Abbreviation: CI, confidence interval.

a Estimates were based on the parametric g-formula, adjusted for age, parental history of myocardial infarction, primary treatment, clinical stage at diagnosis, Gleason grade at diagnosis, prostate-specific antigen level at diagnosis, smoking history, body mass index, vigorous and moderate physical activity, and the development of functional impairment, metastasis, myocardial infarction, stroke, congestive heart failure, or amyotrophic lateral sclerosis.

b All strategies excused men from following the recommended physical activity levels after development of functional impairment, metastasis, or a serious chronic condition: myocardial infarction, stroke, congestive heart failure, amyotrophic lateral sclerosis, or any of the following conditions: angina pectoris, pulmonary embolism, heart rhythm disturbance, diabetes, chronic renal failure, rheumatoid arthritis, gout, ulcerative colitis or Crohn disease, emphysema, Parkinson disease, and multiple sclerosis.

c The observed risk was 15.4%. There were 250 observed deaths among 2,299 men over 8,972 person-years of follow-up. Risk under no intervention (i.e., the natural course) was the referent.

The estimated risk ratio for questionnaire nonresponse, our negative outcome control, was close to null (Web Table 7). Estimates were similar when we altered the order in which we modeled time-varying covariates reported in the same questionnaire, defined different functional forms for covariates, additionally adjusted for a baseline healthy behavior score, and included persons with a recent cardiovascular event or congestive heart failure in our study population (data not shown). Estimates were also similar when we assumed that the development of functional impairment, metastasis, and chronic diseases occurred 2 years before the questionnaire in which these conditions were reported (Web Table 8). Risk ratio estimates were attenuated in analyses that kept the total time devoted to vigorous and moderate physical activity constant and that imposed a 2-year lag (Web Tables 9 and 10); for 1.25 hours/week of vigorous activity, risk ratios were 0.87 and 0.85, respectively, compared with 0.84 in Table 2; for 2.5 hours/week of moderate activity, risk ratios were 0.93 and 0.95, respectively, compared with 0.90 in Table 2.

DISCUSSION

In the United States, there are an estimated 160,000 men diagnosed with prostate cancer each year and 3 million survivors alive today (29). Most of these men will die from causes other than their cancer (30). Given the limited feasibility of a randomized trial of physical activity and long-term survival among men with nonmetastatic prostate cancer, we used observational data to generate the first (to our knowledge) survival estimates for adhering to current physical activity guidelines after diagnosis until it becomes impractical to do so.

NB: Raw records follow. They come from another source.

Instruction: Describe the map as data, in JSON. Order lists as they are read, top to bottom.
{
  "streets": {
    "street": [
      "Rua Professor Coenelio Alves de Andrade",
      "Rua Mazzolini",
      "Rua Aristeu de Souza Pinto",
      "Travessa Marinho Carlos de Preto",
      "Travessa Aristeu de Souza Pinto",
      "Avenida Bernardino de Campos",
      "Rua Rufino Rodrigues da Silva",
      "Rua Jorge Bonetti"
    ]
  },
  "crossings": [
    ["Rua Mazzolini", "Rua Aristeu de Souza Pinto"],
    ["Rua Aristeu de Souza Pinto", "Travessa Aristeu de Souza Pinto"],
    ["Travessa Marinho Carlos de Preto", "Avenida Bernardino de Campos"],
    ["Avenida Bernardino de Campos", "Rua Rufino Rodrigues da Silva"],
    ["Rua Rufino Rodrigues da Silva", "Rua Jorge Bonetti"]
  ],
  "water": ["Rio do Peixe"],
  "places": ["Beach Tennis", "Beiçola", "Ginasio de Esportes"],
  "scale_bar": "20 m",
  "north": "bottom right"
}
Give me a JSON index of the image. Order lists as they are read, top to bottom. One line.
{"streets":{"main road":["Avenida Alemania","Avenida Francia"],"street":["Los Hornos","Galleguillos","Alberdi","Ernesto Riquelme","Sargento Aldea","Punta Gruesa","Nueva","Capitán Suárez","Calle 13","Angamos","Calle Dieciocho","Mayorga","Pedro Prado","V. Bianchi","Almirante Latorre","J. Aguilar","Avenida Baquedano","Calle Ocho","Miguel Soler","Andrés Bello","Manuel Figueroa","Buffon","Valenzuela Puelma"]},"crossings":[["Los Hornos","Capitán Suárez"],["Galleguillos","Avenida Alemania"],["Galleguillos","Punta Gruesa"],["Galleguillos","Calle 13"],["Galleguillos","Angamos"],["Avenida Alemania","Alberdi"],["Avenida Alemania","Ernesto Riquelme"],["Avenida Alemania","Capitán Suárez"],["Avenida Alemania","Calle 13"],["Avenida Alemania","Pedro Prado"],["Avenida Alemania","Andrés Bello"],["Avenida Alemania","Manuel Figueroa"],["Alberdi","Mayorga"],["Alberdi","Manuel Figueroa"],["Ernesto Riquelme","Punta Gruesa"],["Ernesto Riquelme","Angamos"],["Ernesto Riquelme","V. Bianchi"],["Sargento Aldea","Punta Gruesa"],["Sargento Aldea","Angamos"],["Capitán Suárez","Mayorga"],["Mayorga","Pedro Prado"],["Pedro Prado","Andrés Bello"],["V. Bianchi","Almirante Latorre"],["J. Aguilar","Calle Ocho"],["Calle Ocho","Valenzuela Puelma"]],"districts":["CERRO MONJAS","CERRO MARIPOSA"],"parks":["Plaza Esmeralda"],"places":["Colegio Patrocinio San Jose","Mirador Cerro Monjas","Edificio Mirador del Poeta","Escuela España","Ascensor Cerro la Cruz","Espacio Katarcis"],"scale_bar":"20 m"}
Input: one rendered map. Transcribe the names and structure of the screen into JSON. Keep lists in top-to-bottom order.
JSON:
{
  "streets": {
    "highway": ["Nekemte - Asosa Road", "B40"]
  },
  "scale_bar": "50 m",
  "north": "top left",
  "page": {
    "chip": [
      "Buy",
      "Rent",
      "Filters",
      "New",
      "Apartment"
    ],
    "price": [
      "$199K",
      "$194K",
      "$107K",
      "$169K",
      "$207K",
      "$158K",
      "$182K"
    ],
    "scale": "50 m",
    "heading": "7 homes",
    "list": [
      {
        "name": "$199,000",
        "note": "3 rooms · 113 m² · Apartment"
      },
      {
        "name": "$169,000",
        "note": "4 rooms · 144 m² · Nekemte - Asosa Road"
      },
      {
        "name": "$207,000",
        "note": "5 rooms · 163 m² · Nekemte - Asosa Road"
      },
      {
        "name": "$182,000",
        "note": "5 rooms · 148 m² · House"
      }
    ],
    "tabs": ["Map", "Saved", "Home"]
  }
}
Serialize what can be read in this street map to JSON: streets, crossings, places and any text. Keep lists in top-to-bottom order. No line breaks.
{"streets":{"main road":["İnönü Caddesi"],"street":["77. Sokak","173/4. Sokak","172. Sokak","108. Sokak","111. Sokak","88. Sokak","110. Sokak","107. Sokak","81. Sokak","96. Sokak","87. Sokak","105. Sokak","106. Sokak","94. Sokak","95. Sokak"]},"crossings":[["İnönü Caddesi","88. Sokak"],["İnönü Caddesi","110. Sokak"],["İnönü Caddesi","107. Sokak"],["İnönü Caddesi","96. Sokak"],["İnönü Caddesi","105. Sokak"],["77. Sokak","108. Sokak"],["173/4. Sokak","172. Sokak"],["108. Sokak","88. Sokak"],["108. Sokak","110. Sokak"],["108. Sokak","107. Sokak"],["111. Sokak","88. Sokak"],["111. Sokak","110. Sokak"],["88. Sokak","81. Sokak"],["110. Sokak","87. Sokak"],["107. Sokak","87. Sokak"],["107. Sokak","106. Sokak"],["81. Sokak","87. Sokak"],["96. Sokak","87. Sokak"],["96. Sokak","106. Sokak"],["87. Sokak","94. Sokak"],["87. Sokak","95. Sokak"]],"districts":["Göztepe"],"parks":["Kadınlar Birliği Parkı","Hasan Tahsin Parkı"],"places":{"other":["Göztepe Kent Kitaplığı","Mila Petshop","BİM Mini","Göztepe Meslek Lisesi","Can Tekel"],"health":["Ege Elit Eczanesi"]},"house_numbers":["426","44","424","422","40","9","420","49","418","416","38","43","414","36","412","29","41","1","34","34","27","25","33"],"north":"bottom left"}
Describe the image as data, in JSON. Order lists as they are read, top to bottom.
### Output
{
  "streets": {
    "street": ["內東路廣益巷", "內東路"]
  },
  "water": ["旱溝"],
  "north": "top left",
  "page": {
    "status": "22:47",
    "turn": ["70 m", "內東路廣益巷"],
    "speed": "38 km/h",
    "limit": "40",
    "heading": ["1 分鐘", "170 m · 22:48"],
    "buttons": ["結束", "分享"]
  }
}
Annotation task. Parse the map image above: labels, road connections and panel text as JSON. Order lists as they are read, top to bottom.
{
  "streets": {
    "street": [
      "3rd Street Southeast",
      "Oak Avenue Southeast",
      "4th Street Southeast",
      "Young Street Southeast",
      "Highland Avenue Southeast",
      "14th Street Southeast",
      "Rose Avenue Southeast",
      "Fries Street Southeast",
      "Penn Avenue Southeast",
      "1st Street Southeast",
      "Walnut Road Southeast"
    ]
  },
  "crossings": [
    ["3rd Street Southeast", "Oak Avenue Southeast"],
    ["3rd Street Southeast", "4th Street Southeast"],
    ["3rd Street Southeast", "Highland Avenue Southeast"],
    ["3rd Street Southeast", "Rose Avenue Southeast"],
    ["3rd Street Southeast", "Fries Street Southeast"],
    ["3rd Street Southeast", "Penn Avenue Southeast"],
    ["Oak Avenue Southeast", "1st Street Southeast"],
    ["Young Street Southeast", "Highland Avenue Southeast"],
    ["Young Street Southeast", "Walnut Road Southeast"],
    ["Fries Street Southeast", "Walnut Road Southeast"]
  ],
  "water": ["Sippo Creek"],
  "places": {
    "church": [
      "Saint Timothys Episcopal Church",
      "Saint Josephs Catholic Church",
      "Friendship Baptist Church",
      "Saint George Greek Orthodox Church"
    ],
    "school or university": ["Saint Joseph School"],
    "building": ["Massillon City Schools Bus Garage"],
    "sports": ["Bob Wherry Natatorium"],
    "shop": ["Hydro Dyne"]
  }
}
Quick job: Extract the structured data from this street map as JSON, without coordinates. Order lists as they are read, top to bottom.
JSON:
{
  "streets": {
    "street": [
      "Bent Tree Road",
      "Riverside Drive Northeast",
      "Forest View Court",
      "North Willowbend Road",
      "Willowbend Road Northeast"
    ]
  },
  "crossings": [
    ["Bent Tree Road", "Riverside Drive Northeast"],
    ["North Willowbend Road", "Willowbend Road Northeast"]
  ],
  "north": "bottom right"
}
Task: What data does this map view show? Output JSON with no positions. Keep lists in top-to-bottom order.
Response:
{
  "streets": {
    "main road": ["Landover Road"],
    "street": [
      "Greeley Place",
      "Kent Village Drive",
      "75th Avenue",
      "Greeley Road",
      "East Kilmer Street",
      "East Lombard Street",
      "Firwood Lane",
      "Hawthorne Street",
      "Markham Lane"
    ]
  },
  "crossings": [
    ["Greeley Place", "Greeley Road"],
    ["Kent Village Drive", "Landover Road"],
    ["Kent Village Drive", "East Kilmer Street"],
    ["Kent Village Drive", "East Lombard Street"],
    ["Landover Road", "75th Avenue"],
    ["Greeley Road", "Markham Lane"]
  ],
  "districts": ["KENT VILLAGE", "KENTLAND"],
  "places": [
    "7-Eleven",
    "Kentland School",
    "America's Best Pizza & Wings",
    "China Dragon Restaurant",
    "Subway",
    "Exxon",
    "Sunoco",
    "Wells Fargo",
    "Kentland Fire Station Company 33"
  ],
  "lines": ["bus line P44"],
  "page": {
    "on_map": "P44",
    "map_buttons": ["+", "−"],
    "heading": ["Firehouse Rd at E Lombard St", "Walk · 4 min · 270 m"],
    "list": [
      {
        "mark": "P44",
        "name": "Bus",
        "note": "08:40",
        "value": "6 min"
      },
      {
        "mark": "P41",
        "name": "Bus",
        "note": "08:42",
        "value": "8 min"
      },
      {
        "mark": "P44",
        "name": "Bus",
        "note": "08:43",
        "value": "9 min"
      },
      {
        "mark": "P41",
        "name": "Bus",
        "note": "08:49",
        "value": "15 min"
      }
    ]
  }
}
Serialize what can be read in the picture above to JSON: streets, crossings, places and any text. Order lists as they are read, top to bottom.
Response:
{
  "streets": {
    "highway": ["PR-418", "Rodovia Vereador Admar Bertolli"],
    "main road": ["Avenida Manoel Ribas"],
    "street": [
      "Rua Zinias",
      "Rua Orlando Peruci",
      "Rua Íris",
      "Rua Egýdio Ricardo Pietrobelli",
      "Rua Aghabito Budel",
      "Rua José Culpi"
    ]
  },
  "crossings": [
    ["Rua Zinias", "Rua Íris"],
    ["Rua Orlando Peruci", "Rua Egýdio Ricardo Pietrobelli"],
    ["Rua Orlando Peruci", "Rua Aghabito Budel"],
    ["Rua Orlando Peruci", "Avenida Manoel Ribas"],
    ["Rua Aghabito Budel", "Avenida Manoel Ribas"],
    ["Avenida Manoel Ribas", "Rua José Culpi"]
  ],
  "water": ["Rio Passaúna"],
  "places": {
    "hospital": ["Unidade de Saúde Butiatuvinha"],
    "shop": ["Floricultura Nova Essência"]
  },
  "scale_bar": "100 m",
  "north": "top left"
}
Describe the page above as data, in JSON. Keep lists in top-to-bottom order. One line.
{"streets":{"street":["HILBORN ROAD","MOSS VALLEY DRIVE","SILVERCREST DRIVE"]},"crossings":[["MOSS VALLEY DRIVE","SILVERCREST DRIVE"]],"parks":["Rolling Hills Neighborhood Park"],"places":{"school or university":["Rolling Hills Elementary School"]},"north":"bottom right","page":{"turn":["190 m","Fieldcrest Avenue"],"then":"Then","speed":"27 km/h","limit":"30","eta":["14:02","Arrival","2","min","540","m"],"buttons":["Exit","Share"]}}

Our results suggest that 13%–16% of deaths in our population would have been prevented over a 10-year period had all men performed ≥1.25 hours/week of vigorous activity and 5%–10% of deaths would have been prevented had they performed ≥2.5 hours/week of moderate activity until the development of metastasis or conditions limiting physical ability. Survival benefits appeared to increase for double these durations but plateaued for durations beyond that. All estimates reflect survival benefits during the 10-year study period but not potential future benefits beyond it.

No randomized trial has directly evaluated the effect of physical activity on 10-year survival among men with nonmetastatic prostate cancer. Short-term trials among prostate cancer survivors have demonstrated that physical activity interventions are feasible and improve body composition, cardiovascular biomarkers, and quality of life (68), but our survival curves suggest that longer trials are needed to detect survival differences, as it may take 2–4 years for differences to emerge across strategies. The ongoing INTERVAL trial of men with metastatic castrate-resistant prostate cancer (31) aims to evaluate 3-year survival, but results have not yet been reported.

Observational studies have compared relative rates of death among prostate cancer survivors reporting different levels of postdiagnosis physical activity (14). Three studies of US and Swedish men included persons with nonmetastatic or localized prostate cancer (13), and 1 study of Canadian men also included those with metastatic disease (4). Physical activity exposure has been defined as total activity (14), walking or biking (2, 3), household work (2), “exercising” (2), vigorous activity (1, 4), or nonvigorous activity (1), in units of MET-hours/week or time/week. Two studies adjusted for prediagnosis activity (1, 4), and 2 did not (2, 3). Two presented unadjusted Kaplan-Meier curves (2, 4).

Of the studies with an exposure definition most comparable to ours, Friedenreich et al. (4), in the Prostate Cohort Study, reported an all-cause mortality hazard ratio of 0.65 (95% CI: 0.46, 0.92) for >3.5 hours/week of postdiagnosis vigorous activity versus none among Canadian men, which is consistent with our findings for a similar contrast. In a previous analysis in the HPFS, Richman et al. (1) reported an all-cause mortality hazard ratio of 0.51 (95% CI: 0.36, 0.72) for ≥3 hours/week of postdiagnosis vigorous activity versus <1 hour/week, after adjustment for mortality risk factors and prediagnosis physical activity. This is similar to our point estimate from conventional pooled logistic models (Web Table 11) but more protective than our g-formula estimate (risk ratio = 0.66) comparing realistic strategies in which men follow the guidelines until the development of conditions limiting physical ability (Web Table 12). Also, unlike previous analyses, our approach allows us to report adjusted estimates of absolute risk and population attributable risk for physical activity that is sustained until impractical.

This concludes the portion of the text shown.